Outlier Detection Methods

Author

AE Rodriguez

OUTLIER DETECTION: a simple taxonomy

“It is absurd to divide people into good and bad.

People are either charming or tedious.”

Oscar Wilde

Outlier or anomaly detection algorithms are critical for fraud detection. They represent a first line of defense to identify transactions, behaviors, or data points that deviate significantly from established normal patterns.

Outlier detection algos enable real-time flagging of anomalies—such as unusual credit card spending or unauthorized network access—that traditional, rule-based systems often miss.

suppressWarnings({
suppressPackageStartupMessages({
library(careless) 
library(tidyverse)
library(isotree)
  library(manydist)
  library(stray)
  library(RobStatTM)
  library(dbscan)
  library(e1071)
  library(randomForest)
  library(outForest)
  library(odetector)
  library(weird)
}
)})

options(scipen = 9999, digits = 3)
    set.seed(42)
    group1 <- data.frame(x = rnorm(1000, -1, .4),
                         y = rnorm(1000, -1, .2))
    group2 <- data.frame(x = rnorm(1000, +1, .2),
                         y = rnorm(1000, +1, .4))
    X = rbind(group1, group2)
    
    X = rbind(X, c(-1, 1), c(-0.5,0.5), c(0,0))
    
    
    plot(X, col = c("darkred"), pch = 16)

Distance-Based Methods

Euclidean Distance

The Euclidean Distance method for detecting outliers identifies anomalies by calculating the straight-line distance between data points and a central point in a space. The central point would be either the mean or a centroid depending on the space dimensions. The method requires the setting of a threshold. Points with a Euclidean distance greater than the cutoff are flagged as outliers. To provide consistency we will use the 95th percentile as our cutoff point, throughout.
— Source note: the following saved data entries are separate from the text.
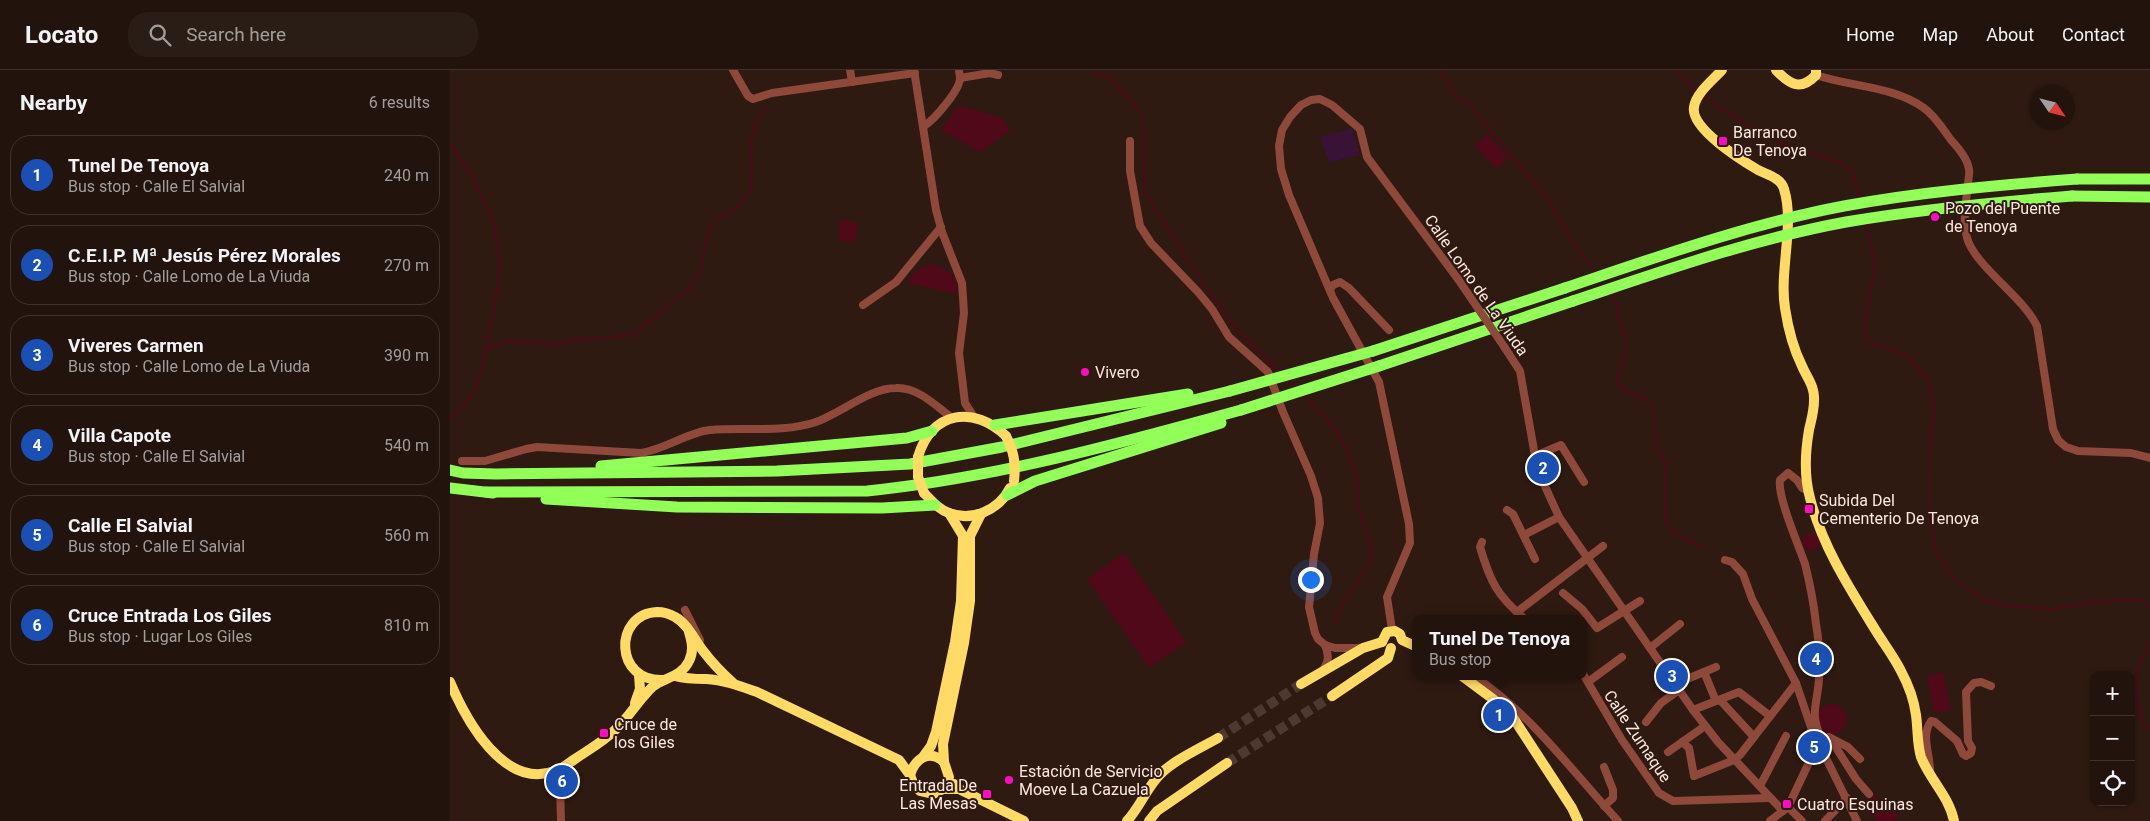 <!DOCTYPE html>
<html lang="en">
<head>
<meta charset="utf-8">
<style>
	body { margin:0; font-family:Roboto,sans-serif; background:#2a1d16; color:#f1f3f6 }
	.controls { position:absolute; right:15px; bottom:15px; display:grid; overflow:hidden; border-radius:10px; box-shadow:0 1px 4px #0004 }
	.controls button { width:45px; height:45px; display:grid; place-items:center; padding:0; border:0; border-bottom:1px solid #3f332e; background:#22140d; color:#f1f3f6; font:25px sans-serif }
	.compass { position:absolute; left:1580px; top:15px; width:45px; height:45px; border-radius:50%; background:#22140d; box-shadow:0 1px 4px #0004; rotate:125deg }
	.you { position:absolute; left:860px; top:509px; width:18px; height:18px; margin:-12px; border:4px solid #fff; border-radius:50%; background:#1a73e8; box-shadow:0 0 0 8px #1a73e833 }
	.badge { display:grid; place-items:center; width:32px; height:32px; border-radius:50%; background:#0f766e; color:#fff; font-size:16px; font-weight:700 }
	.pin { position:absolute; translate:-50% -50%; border:2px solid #fff; box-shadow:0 1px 5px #0006 }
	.popup { position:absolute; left:962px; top:545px; width:175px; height:65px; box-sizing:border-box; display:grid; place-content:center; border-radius:10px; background:#22140d; filter:drop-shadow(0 1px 4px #0005); font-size:16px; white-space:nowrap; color:#a29e9d }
	.popup b { font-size:19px; color:#f1f3f6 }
	.popup::after { content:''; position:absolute; left:50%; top:100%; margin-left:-10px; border:10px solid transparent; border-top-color:#22140d }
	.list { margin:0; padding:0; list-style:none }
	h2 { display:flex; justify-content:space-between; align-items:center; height:65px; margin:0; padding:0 20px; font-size:21px }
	h2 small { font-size:16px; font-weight:400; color:#a29e9d }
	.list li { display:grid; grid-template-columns:32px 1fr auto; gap:15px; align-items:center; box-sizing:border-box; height:80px; margin:0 10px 10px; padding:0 10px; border:1px solid #3f332e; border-radius:20px }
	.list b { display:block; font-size:19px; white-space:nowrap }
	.list p { margin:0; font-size:16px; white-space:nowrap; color:#a29e9d }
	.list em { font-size:16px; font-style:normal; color:#a29e9d }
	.icon { flex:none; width:28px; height:28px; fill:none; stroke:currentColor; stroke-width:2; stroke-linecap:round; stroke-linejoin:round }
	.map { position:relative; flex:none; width:1700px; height:751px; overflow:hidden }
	header { display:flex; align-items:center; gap:30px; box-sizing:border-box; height:70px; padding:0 25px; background:#22140d; border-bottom:1px solid #3f332e }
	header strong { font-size:24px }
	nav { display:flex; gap:28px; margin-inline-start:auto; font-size:18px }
	.search { width:350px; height:45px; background:#2a1d16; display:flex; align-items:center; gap:12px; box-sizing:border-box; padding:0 18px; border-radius:20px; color:#a29e9d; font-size:19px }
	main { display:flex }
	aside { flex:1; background:#22140d }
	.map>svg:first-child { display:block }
	.green { fill:#391335 }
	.water { fill:#4f0919 }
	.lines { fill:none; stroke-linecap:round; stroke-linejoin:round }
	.stream { stroke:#4f0919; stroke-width:2 }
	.major-tunnel { stroke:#4d3930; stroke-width:10; stroke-dasharray:10 5; stroke-linecap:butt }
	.minor { stroke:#8f493a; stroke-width:8 }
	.major { stroke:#ffdb65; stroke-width:10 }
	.highway { stroke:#92ff59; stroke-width:11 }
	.minor-bridge { stroke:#8f493a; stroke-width:8 }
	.major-bridge { stroke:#ffdb65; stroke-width:10 }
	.highway-bridge { stroke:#92ff59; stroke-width:11 }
	.poi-dot { fill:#ff0ac5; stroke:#2e1a11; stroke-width:2 }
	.labels { text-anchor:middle; stroke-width:4; stroke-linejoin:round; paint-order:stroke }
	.poi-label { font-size:16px; fill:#ffe6de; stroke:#2e1a11; text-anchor:start }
	.street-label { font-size:16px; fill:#ffe6de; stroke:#2e1a11 }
</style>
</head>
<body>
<header>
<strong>Locato</strong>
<div class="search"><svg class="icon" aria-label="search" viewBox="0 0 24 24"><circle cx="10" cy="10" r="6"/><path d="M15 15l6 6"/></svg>Search here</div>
<nav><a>Home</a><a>Map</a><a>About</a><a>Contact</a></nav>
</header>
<main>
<aside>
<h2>Nearby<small>6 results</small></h2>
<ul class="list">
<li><span class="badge" style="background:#1a4fb4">1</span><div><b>Tunel De Tenoya</b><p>Bus stop · Calle El Salvial</p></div><em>240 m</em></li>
<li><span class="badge" style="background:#1a4fb4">2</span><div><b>C.E.I.P. Mª Jesús Pérez Morales</b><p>Bus stop · Calle Lomo de La Viuda</p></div><em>270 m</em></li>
<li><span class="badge" style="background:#1a4fb4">3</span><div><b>Viveres Carmen</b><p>Bus stop · Calle Lomo de La Viuda</p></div><em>390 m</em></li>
<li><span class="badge" style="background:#1a4fb4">4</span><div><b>Villa Capote</b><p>Bus stop · Calle El Salvial</p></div><em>540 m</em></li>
<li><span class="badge" style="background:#1a4fb4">5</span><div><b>Calle El Salvial</b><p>Bus stop · Calle El Salvial</p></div><em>560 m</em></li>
<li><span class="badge" style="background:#1a4fb4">6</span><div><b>Cruce Entrada Los Giles</b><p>Bus stop · Lugar Los Giles</p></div><em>810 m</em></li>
</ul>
</aside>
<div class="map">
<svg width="1700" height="751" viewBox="0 0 1700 751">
	<rect width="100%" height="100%" fill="#2e1a11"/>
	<polygon class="green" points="902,58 910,85 879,92 870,67"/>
	<g class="water">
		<polygon points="508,35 553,48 560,61 530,82 491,60"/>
		<polygon points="1037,64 1058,88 1046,99 1025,75"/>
		<polygon points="390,149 408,153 406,172 388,171"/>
		<path d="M 482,194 C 498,198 508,206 507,224 L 457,213 C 464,202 469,196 482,194 Z"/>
		<circle cx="1361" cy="472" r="9"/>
		<polygon points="674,483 736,572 699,598 637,509"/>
		<polygon points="1493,602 1501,640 1484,643 1477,606"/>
		<circle cx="1382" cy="649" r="15"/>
		<polygon points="1423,724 1449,745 1444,751 1427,751 1412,737"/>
	</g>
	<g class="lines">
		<g class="stream">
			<polyline points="643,0 646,4 657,5 693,45 695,122 747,205 785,257 830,302"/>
			<polyline points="990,0 997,10 1002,23 1022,37 1068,94 1096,126 1122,171 1145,203"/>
			<polyline points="1226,0 1247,21"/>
			<polyline points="1253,26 1296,54 1332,74 1392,93 1402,101 1410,129"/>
			<polyline points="0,74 23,107 43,152 50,191 46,227 33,294 23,324 0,350"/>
			<polyline points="1416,153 1425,196 1414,260 1419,272 1456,285 1479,311 1485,341 1481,361 1479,396 1479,445 1485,479 1502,506 1531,528 1558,536 1603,539 1652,531 1690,530 1700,537"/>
			<path d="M 1160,222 L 1167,235 L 1170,253 L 1176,265 L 1174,288 L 1167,313 L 1178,322 L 1196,329 L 1204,340 L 1207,376 L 1216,396 L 1216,453 C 1225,466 1238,471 1253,477"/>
			<polyline points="36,279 59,271 105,275 118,271 183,265 240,218 249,205 260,157 268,147 279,143 291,134 300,120 302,105 301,73 304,56 316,36"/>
			<polyline points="837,309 846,318"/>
			<polyline points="853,325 883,356 899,384 908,413 907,434 922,477 919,495 893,532 884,554"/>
			<path d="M 1700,570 C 1697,581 1689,593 1687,604 C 1685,617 1688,655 1700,661"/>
		</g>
		<g class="major-tunnel">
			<polyline points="768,668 851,614"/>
			<polyline points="777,693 882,626"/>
		</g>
		<g class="minor">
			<polyline points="283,0 298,26 303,29 322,23 465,3"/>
			<polyline points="400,0 402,12"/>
			<polyline points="464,0 486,140 492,162 512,213 514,243 509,283 515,333 524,347"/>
			<path d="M 1366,5 C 1401,17 1444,16 1474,38 C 1485,46 1493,59 1501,70 C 1508,78 1517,88 1519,99 C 1520,104 1518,110 1518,114 C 1516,133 1512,153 1518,171 C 1529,199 1572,226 1587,256 L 1603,359 L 1608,370 L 1616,377 L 1628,381 L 1681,383 L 1700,388"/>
			<polyline points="510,8 540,3 548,5"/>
			<path d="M 474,56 C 484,50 510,20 510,8 C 510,5 509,3 509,0"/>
			<polyline points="680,71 680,101 690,156 701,173 748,222 762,239 779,267 818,302 833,342 861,406 868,428 870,453 864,484 859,537 865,563 868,569 875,575"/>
			<polyline points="880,220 883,215 890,212 899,218 939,260"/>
			<polyline points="413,235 446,212 491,157"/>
			<polyline points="1055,278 1070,301 1085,386 1094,414 1109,447 1243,640 1268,672 1333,741"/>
			<polyline points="1085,386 1111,375 1134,412"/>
			<path d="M 12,391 L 35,391 L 76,379 L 87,377 L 191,383 C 216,379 238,362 260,360 C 293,357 334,363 366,352 C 391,343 420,318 446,318 C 468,317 486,336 502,348"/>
			<polyline points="1057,440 1063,444 1085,489"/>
			<polyline points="1074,465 1109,447"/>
			<path d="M 1032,472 L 1030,477 C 1040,511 1047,526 1075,549"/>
			<polyline points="1275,490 1282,492 1293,504 1302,529 1346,613 1364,666 1369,673"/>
			<polyline points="1113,523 1132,539 1147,558 1190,531"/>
			<polyline points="235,540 250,570"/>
			<polyline points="1067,542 1153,476"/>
			<polyline points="942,560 937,527 960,473 959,454 929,312 883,228 839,125 831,99 829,76 832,60 840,47 851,35 861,30 870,29 882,35 910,59 917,87 1008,209"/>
			<polyline points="1200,578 1230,554"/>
			<path d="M 873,600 C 879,591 879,586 875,575 L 885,578 L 913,578"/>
			<polyline points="1254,602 1266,631"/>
			<polyline points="1133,604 1172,670 1209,723 1223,731 1320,728"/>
			<path d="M 1024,606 C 1081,644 1122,701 1168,751"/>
			<polyline points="1138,612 1172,587"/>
			<polyline points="1225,614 1266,597"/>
			<polyline points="1270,630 1304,667"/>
			<polyline points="1243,640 1289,622 1320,646"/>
			<polyline points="1196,652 1211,633 1229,620"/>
			<polyline points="1371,667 1385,676 1406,709 1419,724"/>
			<polyline points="1379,667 1398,677 1410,689"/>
			<polyline points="1232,672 1239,678 1244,706 1284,690 1290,685 1346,613"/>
			<polyline points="1367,677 1375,686 1407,751"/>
			<polyline points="1218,682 1255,656"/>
			<polyline points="1154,697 1163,720 1163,728 1154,736"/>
			<polyline points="106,701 110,716 111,751"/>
			<path d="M 1480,703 C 1481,686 1470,666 1481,651 L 1485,652 L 1507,671 L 1513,684 L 1516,686 L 1521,683 L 1522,678 L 1518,671 L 1516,622 L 1524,613 L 1531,612 L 1541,616"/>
			<polyline points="1310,716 1336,666"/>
			<polyline points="1338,737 1352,751"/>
			<path d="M 1320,751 L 1338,737 L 1371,667 C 1359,644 1368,632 1369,608 C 1370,591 1369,571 1366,554 C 1364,535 1360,514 1355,494 C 1349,476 1327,426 1330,410 L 1338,403 L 1347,410 L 1352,418 L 1358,421"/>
			<polyline points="1375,751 1397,728"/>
		</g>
		<g class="major">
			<path d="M 1272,0 C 1263,10 1246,23 1244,37 C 1240,58 1291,90 1308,100 C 1318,105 1331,108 1334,119 C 1345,154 1329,201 1335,238 C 1338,258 1343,278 1352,296 C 1357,308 1365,316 1364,331 C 1364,341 1361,351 1359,360 C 1355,383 1354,406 1360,428 C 1372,476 1400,519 1426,561 C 1434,574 1444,587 1451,601 C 1458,614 1464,630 1466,645 C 1468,659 1467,674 1471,687 C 1480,710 1499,726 1504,751"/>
			<path d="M 1326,0 C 1340,15 1351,21 1366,5 L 1366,0"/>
			<path d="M 468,387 C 481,341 524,335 556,366"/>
			<path d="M 474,423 C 482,431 488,439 499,443 C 522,452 549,440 560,418"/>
			<polyline points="932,572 937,562 945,561 950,564 952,570 965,576"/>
			<path d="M 225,606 C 236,609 245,609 256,609 C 274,610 290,616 307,622 L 449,690 L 460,705 L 463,713 L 470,721 L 483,724 L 493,719 L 509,719"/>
			<polyline points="1012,606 1043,629 1062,646 1122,738 1128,751"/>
			<path d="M 214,610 C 164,613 163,544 207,542 C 213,542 220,544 225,547 C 238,554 245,571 254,582 C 263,594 272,603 283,613"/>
			<path d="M 0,612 C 16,650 54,720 105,701 C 112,699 119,693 125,689 C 138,680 153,672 165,660 C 175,651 183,639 192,628 C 196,624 200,618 205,615 C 217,607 232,606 239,591 C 244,581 242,572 239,562"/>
			<polyline points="851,614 913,578 932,572"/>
			<polyline points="882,626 938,588 941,578"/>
			<polyline points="185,633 190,619 189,605"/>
			<polyline points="473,687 481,676 486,662 505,572 511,531 513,466 499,443"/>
			<path d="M 460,705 C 465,688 480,679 494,692"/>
			<polyline points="504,714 509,719 574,751"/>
			<polyline points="493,719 499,707 494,692 493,674 514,573 520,531 520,466 531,444"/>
			<path d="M 677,751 C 689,738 695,722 706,709 C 719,692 749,679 768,668"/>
			<polyline points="699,751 707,741 777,693"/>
		</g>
		<g class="highway">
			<polyline points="1627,109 1700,109"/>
			<polyline points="1622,126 1700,127"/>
			<polyline points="923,281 1115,218"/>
			<polyline points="929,296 1123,231"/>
			<polyline points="545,355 738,324"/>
			<polyline points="151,396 457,368 482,361"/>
			<polyline points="0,400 13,403 46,404 327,401 460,394 552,377 780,321"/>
			<polyline points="0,418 43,423"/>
			<path d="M 36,422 L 417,421 C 544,408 668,374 791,340"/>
			<polyline points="557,425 585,411 771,353"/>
			<polyline points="96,429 227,437 432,438 485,435"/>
		</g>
		<polyline class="minor-bridge" points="1008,209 1055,278"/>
		<g class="major-bridge">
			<path d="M 556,366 C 564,382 566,393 564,411"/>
			<polyline points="468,387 468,407 474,423"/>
		</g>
		<g class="highway-bridge">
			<path d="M 1115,218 C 1207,187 1299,154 1394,136 C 1471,122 1549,115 1627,109"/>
			<path d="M 1123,231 C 1213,201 1303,169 1396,152 C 1471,139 1547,132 1622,126"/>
			<polyline points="780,321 923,281"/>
			<polyline points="791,340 929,296"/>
		</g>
	</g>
	<g class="poi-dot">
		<rect x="1268" y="66" width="10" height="10" rx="2.5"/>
		<circle cx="1485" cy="147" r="5"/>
		<circle cx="635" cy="302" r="5"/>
		<rect x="1354" y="434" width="10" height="10" rx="2.5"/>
		<rect x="149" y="658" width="10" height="10" rx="2.5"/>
		<circle cx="559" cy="710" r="5"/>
		<rect x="532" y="719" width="10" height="10" rx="2.5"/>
		<rect x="1332" y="729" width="10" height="10" rx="2.5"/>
	</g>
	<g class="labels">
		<g class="poi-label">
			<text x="1283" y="68">Barranco<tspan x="1283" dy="18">De Tenoya</tspan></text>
			<text x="1495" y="144">Pozo del Puente<tspan x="1495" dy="18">de Tenoya</tspan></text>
			<text x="645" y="308">Vivero</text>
			<text x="1369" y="436">Subida Del<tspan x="1369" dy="18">Cementerio De Tenoya</tspan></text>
			<text x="164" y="660">Cruce de<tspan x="164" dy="18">los Giles</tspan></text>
			<text x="569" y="707">Estación de Servicio<tspan x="569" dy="18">Moeve La Cazuela</tspan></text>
			<text x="527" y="721" text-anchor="end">Entrada De<tspan x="527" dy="18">Las Mesas</tspan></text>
			<text x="1347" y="740">Cuatro Esquinas</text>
		</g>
		<g class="street-label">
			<text transform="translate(1027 215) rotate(55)" y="6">Calle Lomo de La Viuda</text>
			<text transform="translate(1188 666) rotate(56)" y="6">Calle Zumaque</text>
		</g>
	</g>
</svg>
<div class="controls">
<button>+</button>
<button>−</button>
<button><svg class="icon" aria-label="locate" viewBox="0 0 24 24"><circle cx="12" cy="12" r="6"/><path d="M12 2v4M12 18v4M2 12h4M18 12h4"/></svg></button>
</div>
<svg class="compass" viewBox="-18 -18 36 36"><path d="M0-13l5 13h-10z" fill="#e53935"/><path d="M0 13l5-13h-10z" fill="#a29e9d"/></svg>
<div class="you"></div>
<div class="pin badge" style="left:1049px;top:645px;background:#1a4fb4">1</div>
<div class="popup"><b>Tunel De Tenoya</b>Bus stop</div>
<div class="pin badge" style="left:1093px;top:398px;background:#1a4fb4">2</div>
<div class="pin badge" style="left:1222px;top:606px;background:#1a4fb4">3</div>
<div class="pin badge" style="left:1366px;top:589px;background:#1a4fb4">4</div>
<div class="pin badge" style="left:1364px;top:677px;background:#1a4fb4">5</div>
<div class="pin badge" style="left:112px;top:711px;background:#1a4fb4">6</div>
</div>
</main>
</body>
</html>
X = scale(X) |> as.data.frame()

dat.center <- colMeans(X[,1:2])

euclidean_dist_to_center <- function(point, center) {
  # The formula for Euclidean distance is 
  # sqrt(sum((x1 - c1)^2 + (x2 - c2)^2 + ...))
  sqrt(sum((point - center)^2))
}

X$myeuclid = apply(X, 1, 
                   euclidean_dist_to_center, 
                   center = dat.center )
    
    threshold_quant = quantile(X$myeuclid,0.95)
          
          X$isout = X$myeuclid > threshold_quant
          
          
plot(X[,1:2], col = as.factor(X$isout), lwd = 5, pch = 19 )

Manhattan Distance

Contrary to the Euclidean’s distance metric - which is the square of the differences - the Manhattan distance takes the absolute differences of the points.

manhattan_dist_to_center <- function(point, center) {
  # The formula for Manhattan distance is 
  # sum(abs(x1 - c1) + abs(x2 - c2) + ...))
  
  sum(abs(point - center))
}


X$myman = apply(X[,1:2], 1, 
                manhattan_dist_to_center, 
                center = dat.center )

      threshold_quant = quantile(X$myman,0.95)
          
          X$isout = X$myman > threshold_quant
          
          
plot(X[,1:2], col = as.factor(X$isout), lwd = 5, pch = 19 )

Mahalanobis Distance

The Mahalanobis distance approach to outlier detection differs from the Euclidian distance one by accounting for data covariance, correlations between variables, and varying scales. Euclidean distance measures straight-line distance; Mahalanobis, on the other hand, measures how many standard deviations a point is from the mean.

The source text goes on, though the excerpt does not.